Hacks can provide new API applications or extend existing ones with new functions. Overwriting existing functions in applications is not supported.

Prepare file with API

Files with API functions are located in the modules folder. For each "application" for the API, its own file is created. All application functions are placed in one file.

The file name must start with api followed by the application name separated by a hyphen, for example: api-proxy.php. The app name can only contain small latin characters and numbers. The application name can start with either a letter or a number. It is forbidden to use capital letters and symbols, including hyphenes and underscores.

Features of creating functions

All functions responsible for the operation of the API must have a special name: api_app_func, where app is the name application, and func is the name of the function. The function name is subject to the same requirements as the application name.

The function access address is formed from the keyword api, the name of the application and the name of the function itself. The dot indicates the format of the result. For example, a function might be called api_proxy_check, in which case it would be available at api/proxy/check.json.

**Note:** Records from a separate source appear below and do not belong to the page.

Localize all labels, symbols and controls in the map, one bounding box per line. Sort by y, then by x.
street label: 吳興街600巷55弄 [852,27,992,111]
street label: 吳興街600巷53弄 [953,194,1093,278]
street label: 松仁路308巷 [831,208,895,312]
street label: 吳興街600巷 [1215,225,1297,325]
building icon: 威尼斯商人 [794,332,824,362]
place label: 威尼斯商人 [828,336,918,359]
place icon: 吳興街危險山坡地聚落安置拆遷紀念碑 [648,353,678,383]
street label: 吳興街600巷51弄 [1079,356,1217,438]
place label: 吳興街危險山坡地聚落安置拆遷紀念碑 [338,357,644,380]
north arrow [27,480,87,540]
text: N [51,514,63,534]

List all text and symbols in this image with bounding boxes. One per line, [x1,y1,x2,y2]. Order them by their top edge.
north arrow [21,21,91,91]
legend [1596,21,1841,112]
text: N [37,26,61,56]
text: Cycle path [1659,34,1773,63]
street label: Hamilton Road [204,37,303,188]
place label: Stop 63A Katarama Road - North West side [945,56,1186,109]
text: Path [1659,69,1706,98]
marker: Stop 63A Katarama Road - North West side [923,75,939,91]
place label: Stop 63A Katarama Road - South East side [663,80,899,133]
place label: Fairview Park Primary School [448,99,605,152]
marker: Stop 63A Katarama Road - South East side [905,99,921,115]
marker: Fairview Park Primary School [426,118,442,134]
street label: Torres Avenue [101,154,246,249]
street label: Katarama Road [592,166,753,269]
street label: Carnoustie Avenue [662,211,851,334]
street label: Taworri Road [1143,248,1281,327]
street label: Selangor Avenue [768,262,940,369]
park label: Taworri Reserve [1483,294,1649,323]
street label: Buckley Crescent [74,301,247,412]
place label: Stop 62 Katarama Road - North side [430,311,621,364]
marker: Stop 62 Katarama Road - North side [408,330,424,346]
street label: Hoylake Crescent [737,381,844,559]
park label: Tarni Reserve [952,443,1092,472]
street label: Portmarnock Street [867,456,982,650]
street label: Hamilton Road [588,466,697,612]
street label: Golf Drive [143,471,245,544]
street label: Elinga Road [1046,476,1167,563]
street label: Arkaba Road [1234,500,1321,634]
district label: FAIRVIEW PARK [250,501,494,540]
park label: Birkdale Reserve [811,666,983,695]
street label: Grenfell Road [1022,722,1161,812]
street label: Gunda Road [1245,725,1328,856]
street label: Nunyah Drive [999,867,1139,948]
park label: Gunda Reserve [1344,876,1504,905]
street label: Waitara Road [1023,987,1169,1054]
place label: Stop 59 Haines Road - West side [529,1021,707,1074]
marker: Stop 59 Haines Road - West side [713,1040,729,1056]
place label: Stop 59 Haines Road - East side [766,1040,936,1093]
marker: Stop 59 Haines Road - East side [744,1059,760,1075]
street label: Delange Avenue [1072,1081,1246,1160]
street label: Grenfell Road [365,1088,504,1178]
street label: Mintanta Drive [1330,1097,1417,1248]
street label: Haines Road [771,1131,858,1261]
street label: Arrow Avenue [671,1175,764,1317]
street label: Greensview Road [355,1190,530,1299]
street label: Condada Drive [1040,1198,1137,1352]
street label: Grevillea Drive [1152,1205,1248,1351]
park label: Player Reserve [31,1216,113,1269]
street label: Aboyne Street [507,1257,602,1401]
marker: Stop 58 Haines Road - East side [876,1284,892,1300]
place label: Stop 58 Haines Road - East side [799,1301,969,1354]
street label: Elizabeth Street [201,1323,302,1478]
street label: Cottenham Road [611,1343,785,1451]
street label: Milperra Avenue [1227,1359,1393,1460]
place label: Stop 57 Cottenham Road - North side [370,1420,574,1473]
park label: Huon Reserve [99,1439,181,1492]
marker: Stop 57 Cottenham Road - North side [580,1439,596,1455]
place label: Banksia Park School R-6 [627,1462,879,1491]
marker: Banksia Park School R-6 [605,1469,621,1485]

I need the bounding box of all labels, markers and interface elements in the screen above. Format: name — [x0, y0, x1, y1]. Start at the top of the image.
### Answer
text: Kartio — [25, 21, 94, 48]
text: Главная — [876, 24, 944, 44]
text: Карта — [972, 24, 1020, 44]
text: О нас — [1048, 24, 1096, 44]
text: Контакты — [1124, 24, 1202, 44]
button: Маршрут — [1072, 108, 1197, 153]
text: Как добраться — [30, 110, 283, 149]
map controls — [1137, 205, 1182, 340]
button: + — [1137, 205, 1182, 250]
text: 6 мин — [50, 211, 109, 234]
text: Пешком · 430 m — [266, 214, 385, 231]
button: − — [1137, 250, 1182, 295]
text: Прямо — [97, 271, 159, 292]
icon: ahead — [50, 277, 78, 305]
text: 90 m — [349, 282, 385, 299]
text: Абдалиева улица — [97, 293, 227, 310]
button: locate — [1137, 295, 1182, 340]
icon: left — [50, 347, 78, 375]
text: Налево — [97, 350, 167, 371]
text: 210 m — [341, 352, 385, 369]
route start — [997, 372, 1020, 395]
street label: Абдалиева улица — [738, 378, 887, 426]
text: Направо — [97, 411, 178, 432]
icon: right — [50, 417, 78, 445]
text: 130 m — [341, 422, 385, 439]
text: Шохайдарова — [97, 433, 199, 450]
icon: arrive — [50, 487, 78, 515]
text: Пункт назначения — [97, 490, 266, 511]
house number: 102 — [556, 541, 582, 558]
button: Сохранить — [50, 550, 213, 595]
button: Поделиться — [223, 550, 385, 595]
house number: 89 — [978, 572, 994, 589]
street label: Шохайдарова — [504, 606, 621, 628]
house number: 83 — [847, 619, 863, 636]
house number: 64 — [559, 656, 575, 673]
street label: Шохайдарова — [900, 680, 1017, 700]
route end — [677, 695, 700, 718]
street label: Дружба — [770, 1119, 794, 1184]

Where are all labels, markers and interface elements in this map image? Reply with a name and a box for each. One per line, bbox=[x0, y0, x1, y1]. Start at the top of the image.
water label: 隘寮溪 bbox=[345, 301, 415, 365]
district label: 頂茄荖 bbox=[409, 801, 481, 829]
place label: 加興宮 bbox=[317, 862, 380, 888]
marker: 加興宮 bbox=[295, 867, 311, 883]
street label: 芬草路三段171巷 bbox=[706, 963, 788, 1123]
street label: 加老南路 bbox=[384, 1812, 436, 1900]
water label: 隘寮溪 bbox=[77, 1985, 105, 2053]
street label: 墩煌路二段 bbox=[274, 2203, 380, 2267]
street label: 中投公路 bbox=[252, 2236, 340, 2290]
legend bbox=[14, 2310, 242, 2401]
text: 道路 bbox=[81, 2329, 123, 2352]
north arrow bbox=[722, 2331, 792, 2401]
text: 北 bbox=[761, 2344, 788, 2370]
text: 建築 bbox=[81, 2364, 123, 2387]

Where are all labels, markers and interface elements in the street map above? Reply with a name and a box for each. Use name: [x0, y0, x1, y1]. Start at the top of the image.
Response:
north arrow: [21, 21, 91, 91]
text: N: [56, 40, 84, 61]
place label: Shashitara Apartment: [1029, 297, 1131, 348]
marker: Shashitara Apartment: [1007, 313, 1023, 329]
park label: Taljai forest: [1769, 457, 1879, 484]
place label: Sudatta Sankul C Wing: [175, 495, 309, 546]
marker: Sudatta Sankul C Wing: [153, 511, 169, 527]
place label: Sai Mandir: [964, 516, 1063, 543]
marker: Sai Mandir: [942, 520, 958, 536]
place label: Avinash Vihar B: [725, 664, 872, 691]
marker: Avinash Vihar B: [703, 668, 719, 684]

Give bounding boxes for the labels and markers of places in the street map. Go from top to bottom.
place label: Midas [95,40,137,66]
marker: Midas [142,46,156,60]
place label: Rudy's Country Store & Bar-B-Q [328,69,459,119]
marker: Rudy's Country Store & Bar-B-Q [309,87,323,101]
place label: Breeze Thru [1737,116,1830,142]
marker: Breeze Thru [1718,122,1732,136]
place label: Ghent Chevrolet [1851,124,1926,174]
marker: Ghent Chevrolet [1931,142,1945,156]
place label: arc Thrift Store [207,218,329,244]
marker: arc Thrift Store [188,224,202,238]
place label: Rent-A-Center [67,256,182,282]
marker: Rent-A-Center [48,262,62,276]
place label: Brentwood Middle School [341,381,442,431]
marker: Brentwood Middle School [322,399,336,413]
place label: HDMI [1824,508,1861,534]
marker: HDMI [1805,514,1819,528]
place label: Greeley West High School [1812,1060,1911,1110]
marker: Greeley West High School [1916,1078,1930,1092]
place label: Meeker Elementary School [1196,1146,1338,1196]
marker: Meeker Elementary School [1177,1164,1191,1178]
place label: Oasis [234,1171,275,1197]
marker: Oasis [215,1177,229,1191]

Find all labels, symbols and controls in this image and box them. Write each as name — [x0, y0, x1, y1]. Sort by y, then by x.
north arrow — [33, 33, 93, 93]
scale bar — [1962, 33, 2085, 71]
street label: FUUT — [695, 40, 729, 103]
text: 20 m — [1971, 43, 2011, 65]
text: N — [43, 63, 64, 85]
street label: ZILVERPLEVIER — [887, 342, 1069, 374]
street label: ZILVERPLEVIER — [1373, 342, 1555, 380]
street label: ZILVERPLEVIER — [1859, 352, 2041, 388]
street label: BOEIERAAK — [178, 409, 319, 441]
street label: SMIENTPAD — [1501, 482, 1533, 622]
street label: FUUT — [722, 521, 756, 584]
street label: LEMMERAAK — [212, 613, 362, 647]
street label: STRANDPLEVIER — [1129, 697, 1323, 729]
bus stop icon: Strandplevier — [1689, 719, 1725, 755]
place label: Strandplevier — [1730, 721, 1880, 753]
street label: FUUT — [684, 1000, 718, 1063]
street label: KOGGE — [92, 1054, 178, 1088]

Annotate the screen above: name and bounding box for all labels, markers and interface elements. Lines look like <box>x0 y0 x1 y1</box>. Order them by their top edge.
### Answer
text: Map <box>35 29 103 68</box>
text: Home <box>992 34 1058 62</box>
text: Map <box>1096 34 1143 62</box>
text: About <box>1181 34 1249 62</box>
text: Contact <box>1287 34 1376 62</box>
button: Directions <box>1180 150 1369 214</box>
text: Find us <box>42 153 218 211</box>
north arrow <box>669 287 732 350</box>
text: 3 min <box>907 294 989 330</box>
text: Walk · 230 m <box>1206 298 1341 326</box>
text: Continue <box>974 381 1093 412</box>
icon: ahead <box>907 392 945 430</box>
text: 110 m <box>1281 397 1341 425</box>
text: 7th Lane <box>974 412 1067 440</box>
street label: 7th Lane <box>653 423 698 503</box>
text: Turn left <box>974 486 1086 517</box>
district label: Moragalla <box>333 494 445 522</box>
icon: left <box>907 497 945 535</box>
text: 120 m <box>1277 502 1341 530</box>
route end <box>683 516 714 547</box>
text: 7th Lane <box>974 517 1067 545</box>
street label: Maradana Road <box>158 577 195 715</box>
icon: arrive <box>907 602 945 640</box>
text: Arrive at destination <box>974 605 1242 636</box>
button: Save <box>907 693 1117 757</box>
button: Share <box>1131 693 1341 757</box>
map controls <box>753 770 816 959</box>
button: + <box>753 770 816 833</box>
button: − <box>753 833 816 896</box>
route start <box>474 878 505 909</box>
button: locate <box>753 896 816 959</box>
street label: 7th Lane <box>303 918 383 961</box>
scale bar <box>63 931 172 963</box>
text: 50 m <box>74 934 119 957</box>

Important! You cannot create functions with the names of existing system functions. Rewriting system API functions is not available.

The API function always takes two parameters - the core and the ID of the user who called the function. The function must return an array with the results of execution. It is recommended to use the status field in the array, which takes the value error in case of an error and ok in case of success. The error code is usually given in the error field.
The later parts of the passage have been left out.